Ahead of a performance of Mahler’s Symphony No.7 Iván Fischer turned to the audience and began his speech by welcoming to the concert a group of Syrian refugees he had invited.
“Ladies and Gentlemen, I greet and welcome you warm-heartedly to the beginning of the Season. And especially I greet and welcome our guests from Syria, who for the first time listen to music with us in the concert hall.”
He went on to say: “I hear worrying reports from Hungary. Lots of people who are tired and in despair are being held against their will.
I appeal to the German, Hungarian and European authorities to free these people immediately so that they can go where they wish to go, and be registered where they wish to be registered.”
Under rules laid out in the EU's Dublin accord, refugees are required to seek asylum in the first European country they reach.
Fischer called the rules “old, obsolete” and said they didn’t work for such large numbers of people.

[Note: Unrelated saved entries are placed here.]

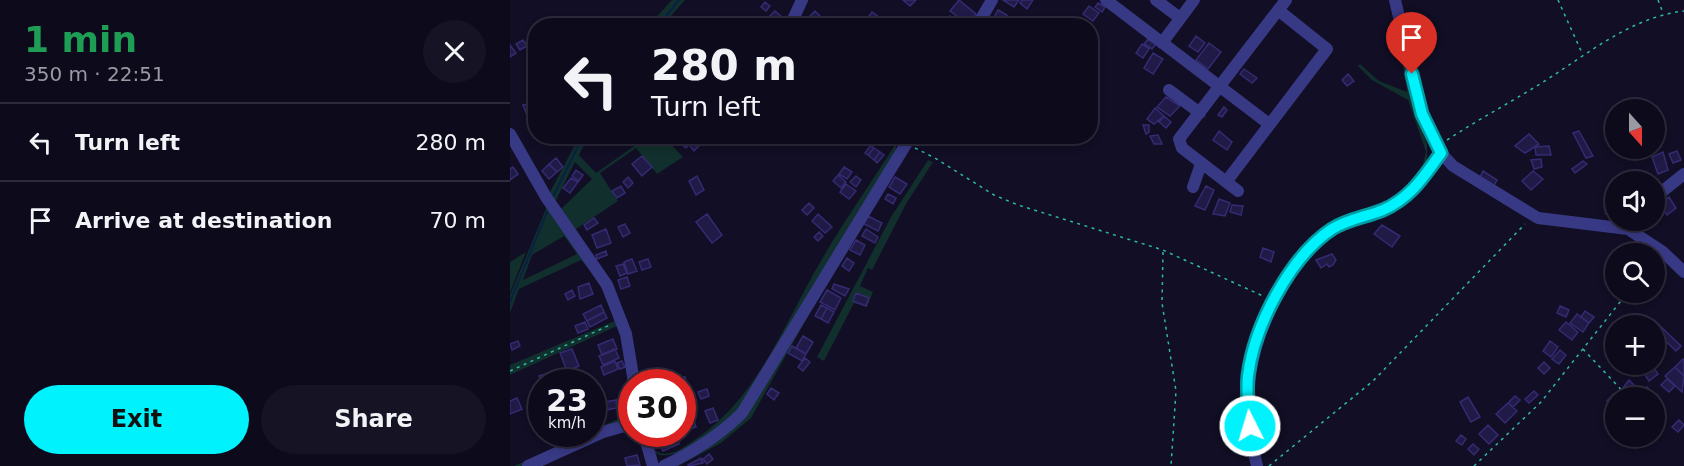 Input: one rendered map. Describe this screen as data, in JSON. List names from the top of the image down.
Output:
{
  "north": "bottom",
  "page": {
    "heading": ["1 min", "350 m · 22:51"],
    "turn": ["280 m", "Turn left"],
    "map_buttons": ["+", "−"],
    "list": [
      {
        "name": "Turn left",
        "value": "280 m"
      },
      {
        "name": "Arrive at destination",
        "value": "70 m"
      }
    ],
    "speed": "23 km/h",
    "limit": "30",
    "buttons": ["Exit", "Share"]
  }
} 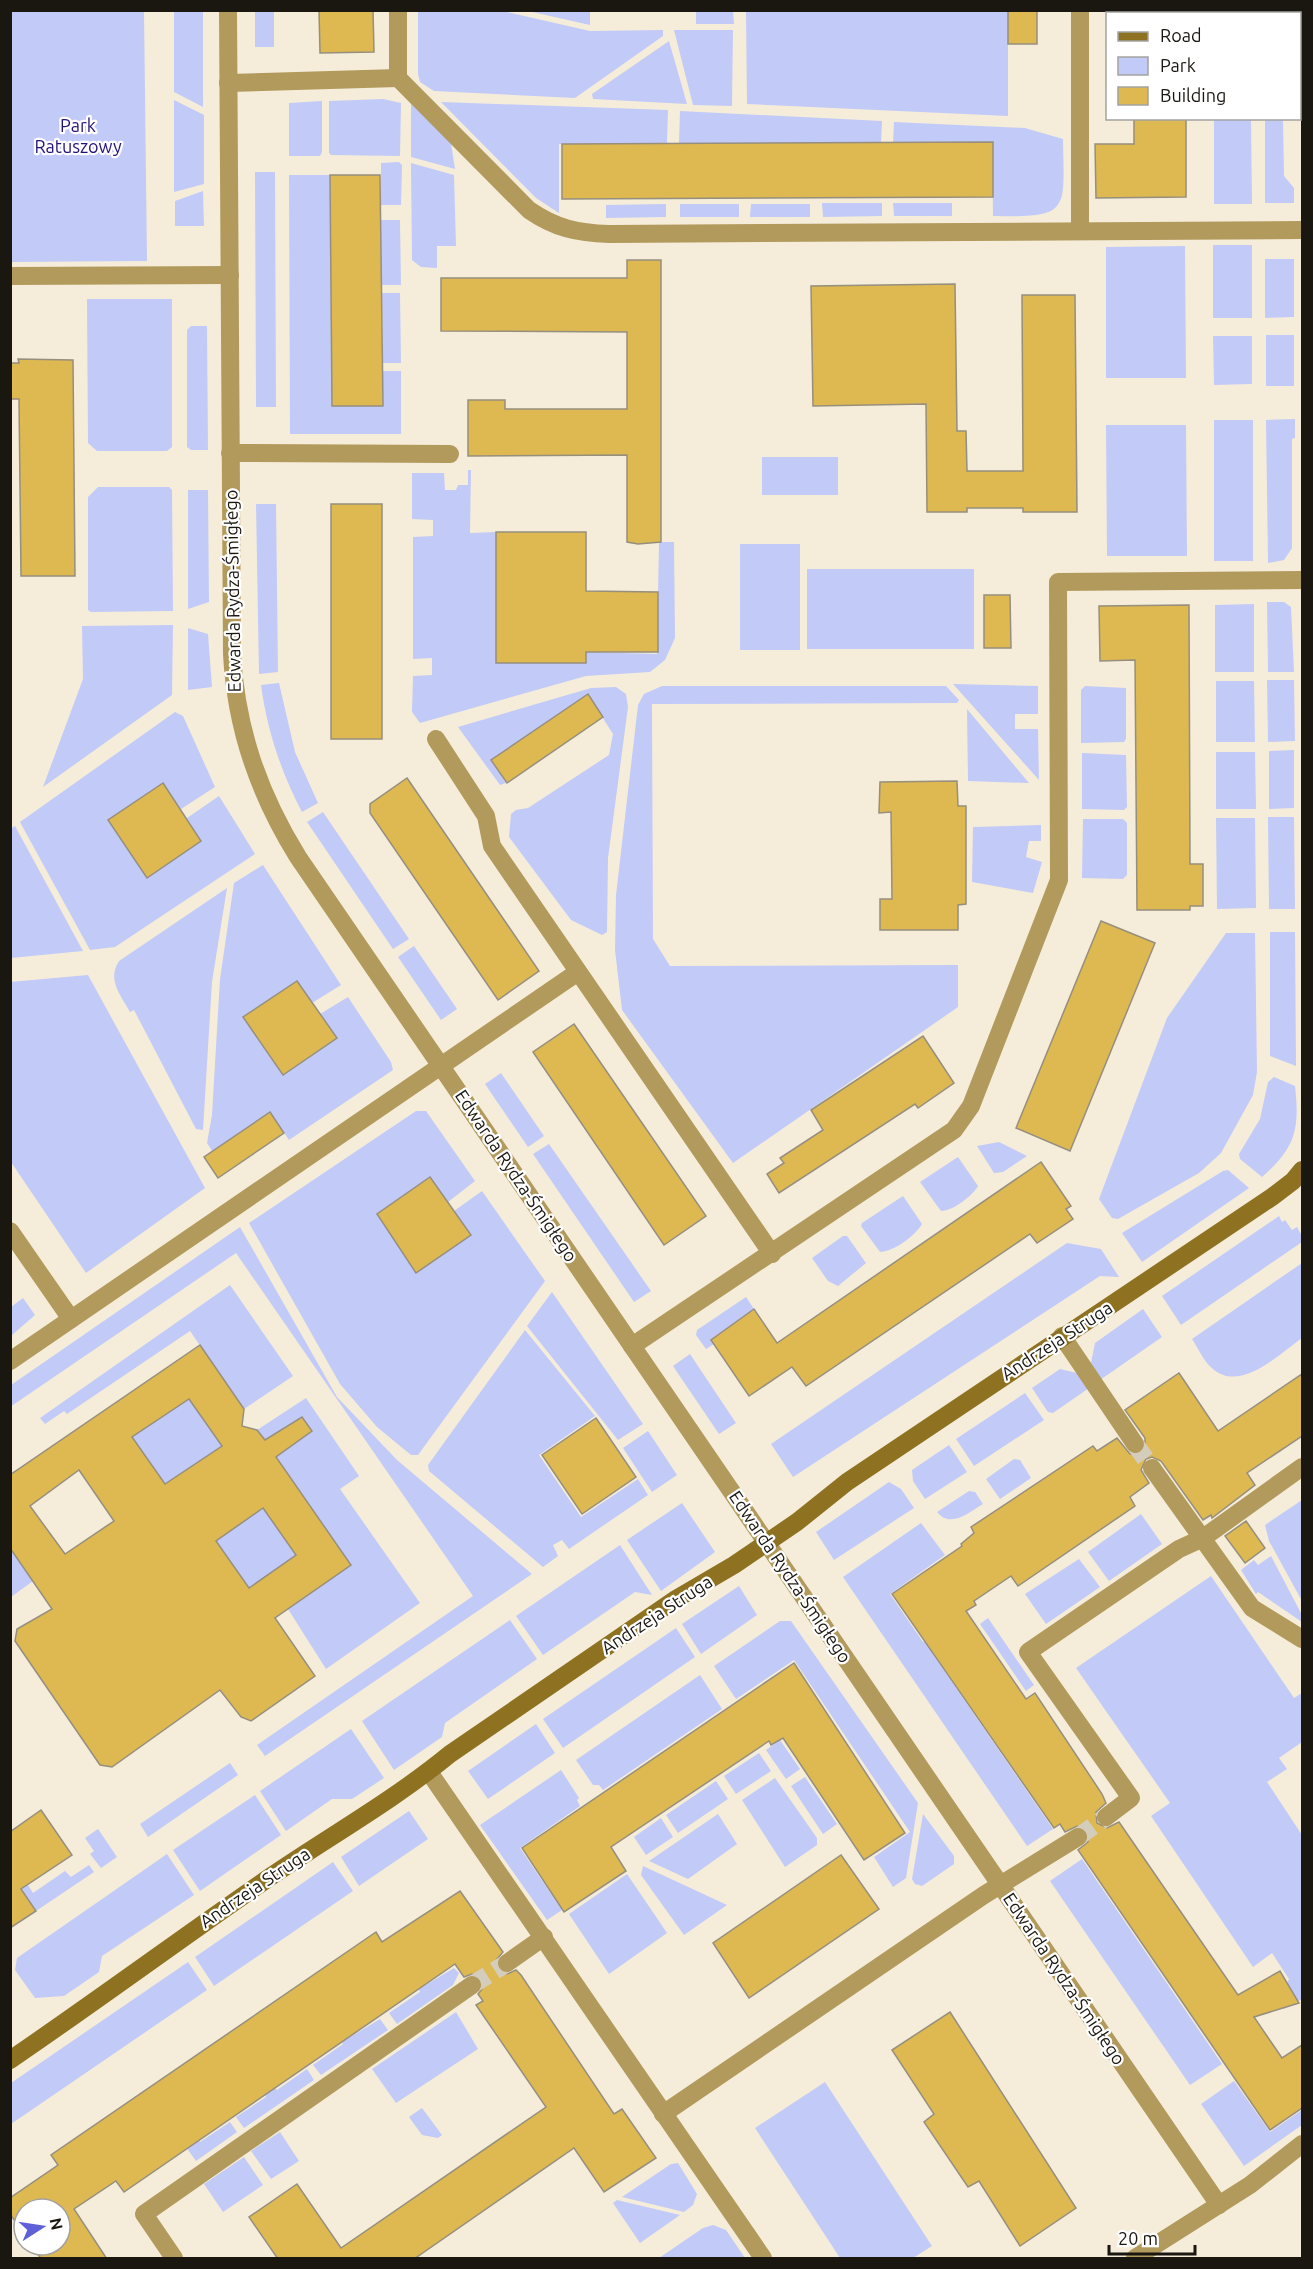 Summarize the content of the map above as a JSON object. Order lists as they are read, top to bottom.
{
  "streets": {
    "street": ["Edwarda Rydza-Śmigłego", "Andrzeja Struga"]
  },
  "crossings": [
    ["Edwarda Rydza-Śmigłego", "Andrzeja Struga"]
  ],
  "parks": ["Park Ratuszowy"],
  "legend": ["Road", "Park", "Building"],
  "scale_bar": "20 m",
  "north": "right"
} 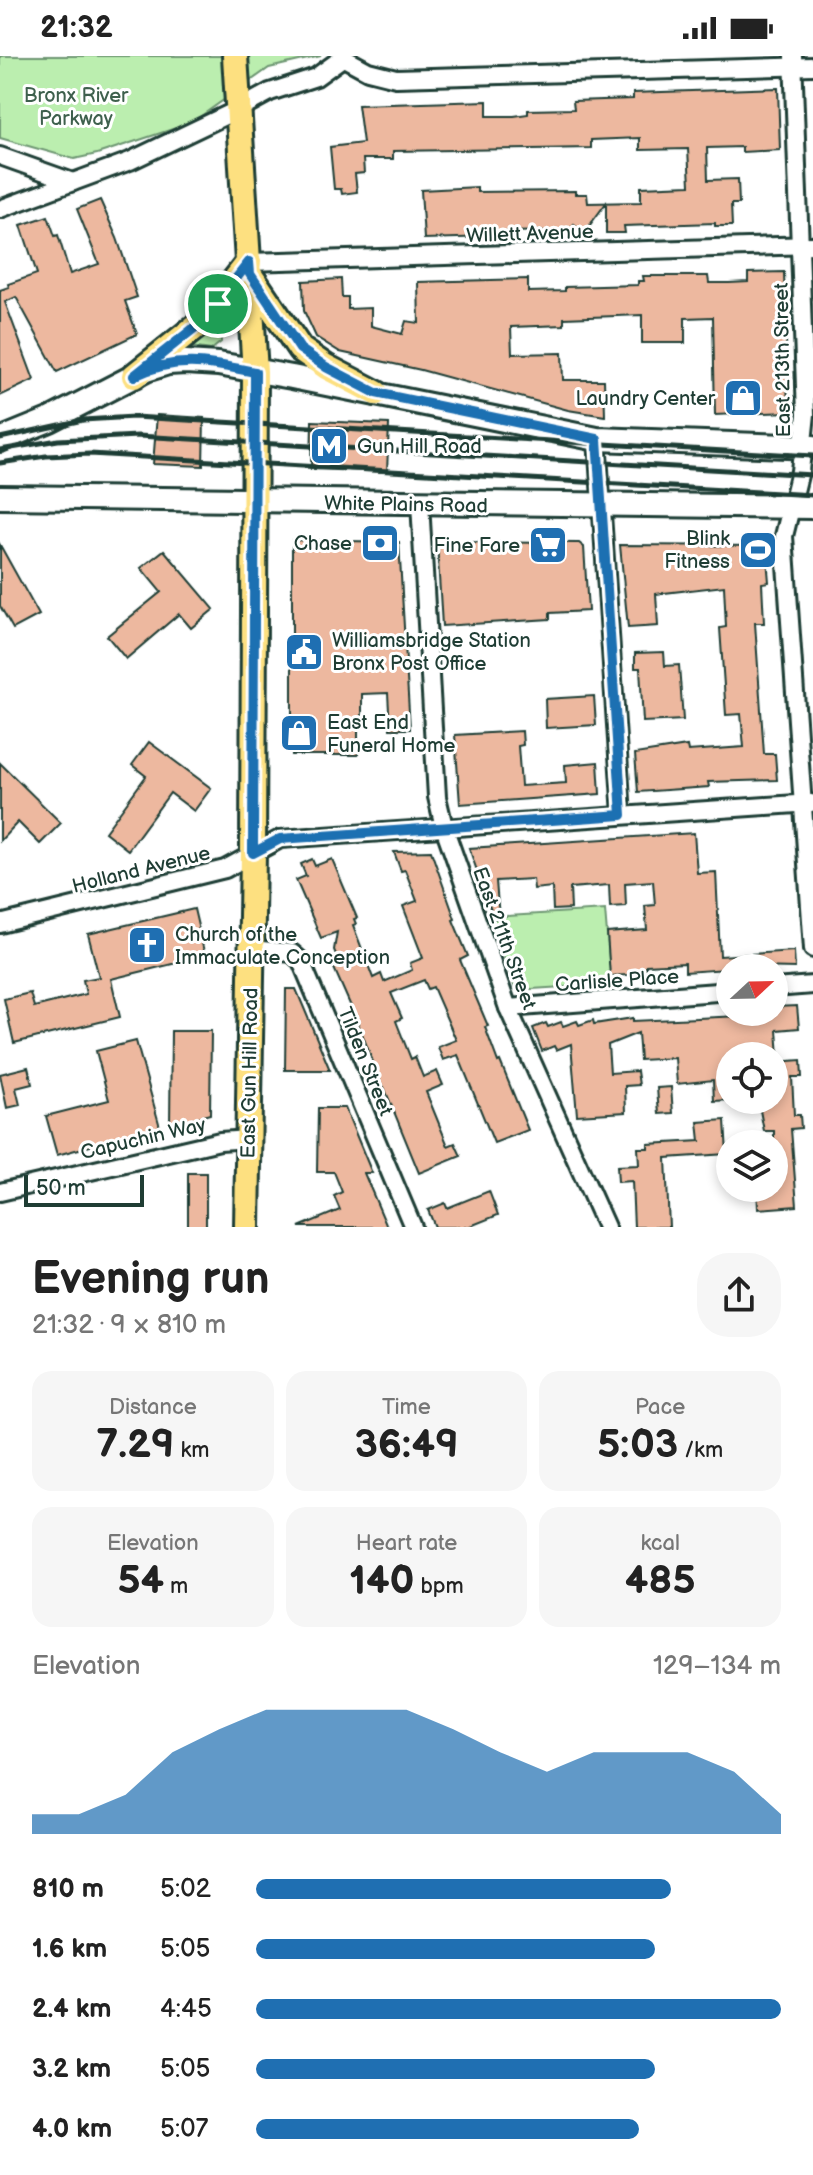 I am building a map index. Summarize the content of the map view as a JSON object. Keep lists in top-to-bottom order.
{
  "streets": {
    "main road": ["White Plains Road", "East Gun Hill Road"],
    "street": [
      "Willett Avenue",
      "East 213th Street",
      "Holland Avenue",
      "East 211th Street",
      "Carlisle Place",
      "Tilden Street",
      "Capuchin Way"
    ]
  },
  "crossings": [
    ["Willett Avenue", "East 213th Street"],
    ["Willett Avenue", "East Gun Hill Road"],
    ["East 213th Street", "White Plains Road"],
    ["East 213th Street", "Holland Avenue"],
    ["White Plains Road", "East 211th Street"],
    ["White Plains Road", "East Gun Hill Road"],
    ["Holland Avenue", "East 211th Street"],
    ["Holland Avenue", "East Gun Hill Road"],
    ["East 211th Street", "Carlisle Place"],
    ["Tilden Street", "East Gun Hill Road"],
    ["East Gun Hill Road", "Capuchin Way"]
  ],
  "parks": ["Bronx River Parkway"],
  "places": {
    "shop": ["Laundry Center", "East End Funeral Home"],
    "metro station": ["Gun Hill Road"],
    "bank": ["Chase"],
    "supermarket": ["Fine Fare"],
    "sports": ["Blink Fitness"],
    "public building": ["Williamsbridge Station Bronx Post Office"],
    "church": ["Church of the Immaculate Conception"]
  },
  "scale_bar": "50 m",
  "north": "right",
  "page": {
    "status": "21:32",
    "scale": "50 m",
    "heading": ["Evening run", "21:32 · 9 × 810 m"],
    "stats": [
      ["Distance", "7.29 km"],
      ["Time", "36:49"],
      ["Pace", "5:03 /km"],
      ["Elevation", "54 m"],
      ["Heart rate", "140 bpm"],
      ["kcal", "485"]
    ],
    "chart": ["Elevation", "129–134 m"],
    "list": [
      {
        "name": "810 m",
        "note": "5:02"
      },
      {
        "name": "1.6 km",
        "note": "5:05"
      },
      {
        "name": "2.4 km",
        "note": "4:45"
      },
      {
        "name": "3.2 km",
        "note": "5:05"
      },
      {
        "name": "4.0 km",
        "note": "5:07"
      }
    ]
  }
}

He closed his speech by saying: “The problem will be solved when enough tolerant people live in Europe and they welcome refugees warm-heartedly, generously.
"May music play its part in this endeavour.”
The speech (in German) was filmed and has been shared on Facebook:
Hungary’s government has put up a razor-wire fence on the country’s southern border with Serbia. The country’s prime minister Viktor Orbán has been criticised this week for his hardline response to the humanitarian crisis.